Elsevier

Pedosphere

Volume 25, Issue 3, June 2015, Pages 351-363
Pedosphere

Cultivable Microfungal Communities Inhabiting Biological Soil Crusts in the Tengger Desert, China

https://doi.org/10.1016/S1002-0160(15)30003-5Get rights and content

Abstract

Biological soil crusts are essential components of arid ecosystems. We examined the variations in microfungal communities inhabiting different biological crust types in the vicinity of the Shapotou Research Station in the Tengger Desert, China. A total of 134 species from 66 genera were isolated using the soil dilution plate method. The mycobiota of the crusts from the Tengger Desert, similar to that of the Negev Desert in Israel, was dominated by melanin-containing species with large multicellular spores.
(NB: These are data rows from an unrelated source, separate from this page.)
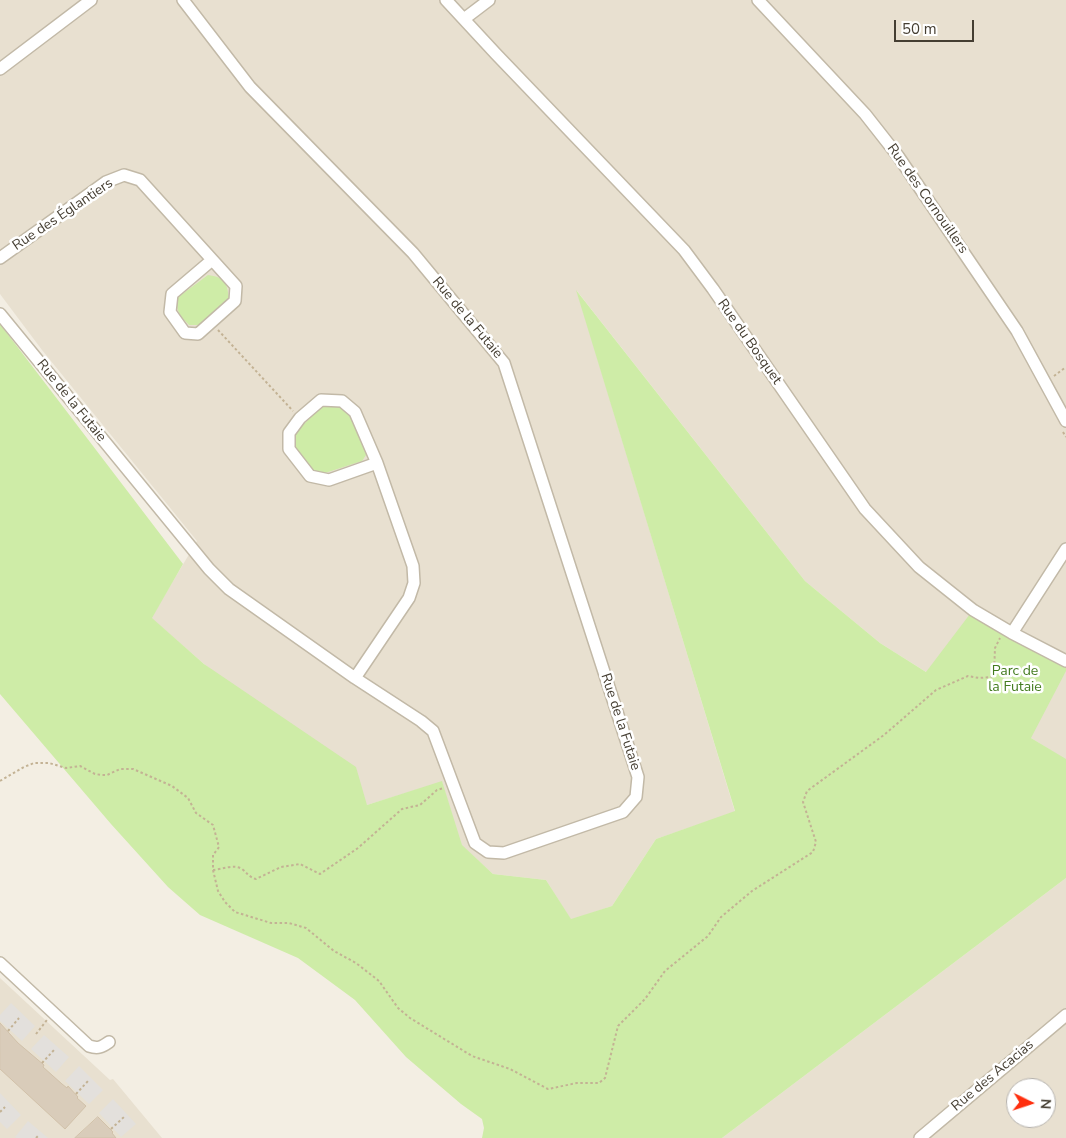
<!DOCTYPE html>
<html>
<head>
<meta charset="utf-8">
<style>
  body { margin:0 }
  #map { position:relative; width:1066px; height:1138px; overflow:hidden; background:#f3eee3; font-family:"Nunito Sans",sans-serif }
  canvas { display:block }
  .north { position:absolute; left:1006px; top:1078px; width:50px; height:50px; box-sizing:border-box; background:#fff; border:1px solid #b5b2ad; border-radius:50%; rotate:94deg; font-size:14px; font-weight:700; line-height:20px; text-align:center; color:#453e32 }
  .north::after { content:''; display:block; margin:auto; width:18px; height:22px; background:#ff2f0e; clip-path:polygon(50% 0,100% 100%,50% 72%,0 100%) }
  .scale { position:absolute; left:894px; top:20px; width:80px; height:22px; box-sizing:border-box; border:2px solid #453e32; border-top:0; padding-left:6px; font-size:15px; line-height:18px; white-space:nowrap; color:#453e32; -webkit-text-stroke:4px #fff; paint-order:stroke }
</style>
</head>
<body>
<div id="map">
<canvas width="1066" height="1138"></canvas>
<div class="north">N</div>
<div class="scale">50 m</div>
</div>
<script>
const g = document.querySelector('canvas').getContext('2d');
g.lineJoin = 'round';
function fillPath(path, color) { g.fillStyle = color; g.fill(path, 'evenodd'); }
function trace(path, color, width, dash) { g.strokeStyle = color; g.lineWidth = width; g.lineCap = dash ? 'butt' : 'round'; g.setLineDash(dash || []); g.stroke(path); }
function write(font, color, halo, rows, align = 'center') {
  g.font = font + ' "Nunito Sans",sans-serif'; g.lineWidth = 5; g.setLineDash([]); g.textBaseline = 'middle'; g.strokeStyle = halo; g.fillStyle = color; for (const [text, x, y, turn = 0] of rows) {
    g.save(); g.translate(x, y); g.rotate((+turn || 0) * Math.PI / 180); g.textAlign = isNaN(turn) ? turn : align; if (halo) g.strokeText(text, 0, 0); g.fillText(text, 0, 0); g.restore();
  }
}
const residential = new Path2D(`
  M 0,0 L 1066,0 L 1066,760 L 880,643 L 805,581 L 577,291 L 735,812 L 656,839 L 612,906 L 571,920 L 546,880 L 493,874 L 461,845 L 442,782 L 367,805 L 151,618 L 197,541 L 42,350 L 0,294 Z
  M 1066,878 L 1066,1138 L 722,1138 ZM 1016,1088 L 1046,1088 L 1046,1118 L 1016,1118 Z
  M 0,978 L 110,1080 L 113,1079 L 162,1138 L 0,1138 Z`);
const green = new Path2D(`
  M 208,275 C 224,277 227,282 229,298 L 201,325 L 189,325 C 180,316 176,312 177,298 Z
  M 576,290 L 805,581 L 880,643 L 926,672 L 973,610 L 1066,661 L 1066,671 L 1031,738 L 1066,759 L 1066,878 L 722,1138 L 482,1138 L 484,1128 L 482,1119 L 461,1104 L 406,1057 L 355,1000 L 298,958 L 200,915 L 168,887 L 111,824 L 0,694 L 0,324 L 183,564 L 152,618 L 204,664 L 356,767 L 367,805 L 442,781 L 462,845 L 493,874 L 546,880 L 571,919 L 612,906 L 656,839 L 735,811 Z
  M 322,406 L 340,406 L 351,414 L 368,452 L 362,461 L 322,474 L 312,472 L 295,448 L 294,434 Z`);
const parking = new Path2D(`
  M 11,1003 L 35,1026 L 22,1041 L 0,1021 L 0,1015 Z
  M 44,1035 L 69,1057 L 56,1072 L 31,1049 Z
  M 79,1066 L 103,1090 L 89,1104 L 65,1081 Z
  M 0,1093 L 21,1115 L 7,1129 L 0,1122 Z
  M 113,1099 L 136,1124 L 121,1137 L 99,1113 Z
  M 28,1121 L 48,1138 L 17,1138 L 15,1137 Z`);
const building = new Path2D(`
  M 0,1023 L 18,1043 L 44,1065 L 43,1067 L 62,1084 L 67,1088 L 68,1086 L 78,1097 L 77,1098 L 86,1106 L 65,1129 L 0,1069 Z
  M 98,1117 L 113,1132 L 112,1133 L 116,1138 L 75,1138 Z`);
const path = new Path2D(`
  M 218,330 L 293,411
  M 1054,376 L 1066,367
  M 1063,432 L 1066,437
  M 0,781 L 24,767 L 34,763 L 49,763 L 66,768 L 80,766 L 95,774 L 102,775 L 107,775 L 120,769 L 133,769 L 172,786 L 188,798 L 196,813 L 213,825 L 219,847 L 213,855 L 213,870 C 222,869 235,864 242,869 C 247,873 249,877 256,879 L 281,867 L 300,864 L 320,874 L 358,848 L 402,809 L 420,805 L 437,790 L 444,788
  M 213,870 L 218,891 L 225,902 L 235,912 L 271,923 L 289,923 L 306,928 L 334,951 L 356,963 L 379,981 L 398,1008 L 410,1018 L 472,1056 L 510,1069 L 548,1089 L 577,1083 L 599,1083 L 605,1078 L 618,1026 L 645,999 L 665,971 L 708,936 L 721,917 L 752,891 L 813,852 L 816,842 L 803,802 L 807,791 L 884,735 L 936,690 L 968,676 L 979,678 L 991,677 L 994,674 L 995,648 L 1000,638
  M 8,1031 L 19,1018
  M 36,1034 L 47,1020
  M 42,1063 L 54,1050
  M 76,1094 L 88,1081
  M 0,1112 L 5,1107
  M 111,1129 L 124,1117
  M 36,1138 L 38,1136`);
const street = new Path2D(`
  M 446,0 L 496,54 L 684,250 L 713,289 L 865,509 L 919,567 L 973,610 L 1012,633 L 1066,661
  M 758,0 L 865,114 L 898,156 L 1017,331 L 1066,421
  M 464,19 L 489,0
  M 0,69 L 91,0
  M 0,258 L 106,182 L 124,175 L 140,180 L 236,286 L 235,301 L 198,334 L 185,333 L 170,312 L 172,294 L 212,260
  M 0,314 L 209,569 L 229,589 L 355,678 L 421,721 L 433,731 L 475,843 L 488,852 L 504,853 L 623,812 L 636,797 L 638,777 L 504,363 L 413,253 L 250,87 L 183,0
  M 1012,633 L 1066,549
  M 355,678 L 409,598 L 414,583 L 413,566 L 377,463 L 355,412 L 342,401 L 321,400 L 300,418 L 289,433 L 289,449 L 310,476 L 329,480 L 377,463
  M 0,963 L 89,1046 C 98,1049 102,1047 109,1042
  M 920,1138 L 1066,1015`);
const streetNames = [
  ["Rue des Cornouillers",927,199,55],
  ["Rue des Églantiers",63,215,-34],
  ["Rue de la Futaie",467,318,50],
  ["Rue du Bosquet",749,342,55],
  ["Rue de la Futaie",71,401,51],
  ["Rue de la Futaie",620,722,72],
  ["Rue des Acacias",993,1076,-40]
];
const parkNames = [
  ["Parc de",1015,672],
  ["la Futaie",1015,688]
];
fillPath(residential, '#e8e0d0');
fillPath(green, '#ceeca7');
fillPath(parking, '#e3e0dc');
fillPath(building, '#d9ccba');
trace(building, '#d1c1a9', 1);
trace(street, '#c2b9a7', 14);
trace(path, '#c3b294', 2, [2.5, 2.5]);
trace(street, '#fff', 11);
write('14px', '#453e32', '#fff', streetNames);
write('14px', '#447c20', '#fff', parkNames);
</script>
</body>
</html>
Abundance of these xeric species increased spatially with increasing xeric conditions from moss-dominated to cyanobacterial crusts. Density of microfungal isolates displayed the opposite trend and was positively correlated with chlorophyll content, indicating the possible significant influence of organic matter content and wetness duration on fungal biomass. Within a chronosequence of the localities of different periods after sand stabilization with revegetation, little variations were revealed in species composition and isolate density of the crust microfungal communities, while a tendency towards a decrease in the community diversity level with the crust age was noted Microfungal communities from stabilized localities differed from those of the natural localities in abundance of the dominant and some frequent species, and in the fluctuations of diversity characteristics between the cyanobacterial and moss-dominated crusts. The variations in mycobiotic parameters in the soil crusts of the Tengger Desert were apparently associated with the topographically induced variations in abiotic conditions, while the differences in microfungal community of soil crusts between the Tengger and Negev deserts, such as the significantly higher abundance of thermotolerant species in the crusts of the Tengger Deserts, were caused by the principal differences in their precipitation regimes, associated with different rainy seasons, winter and summer in the Negev and Tengger deserts, respectively.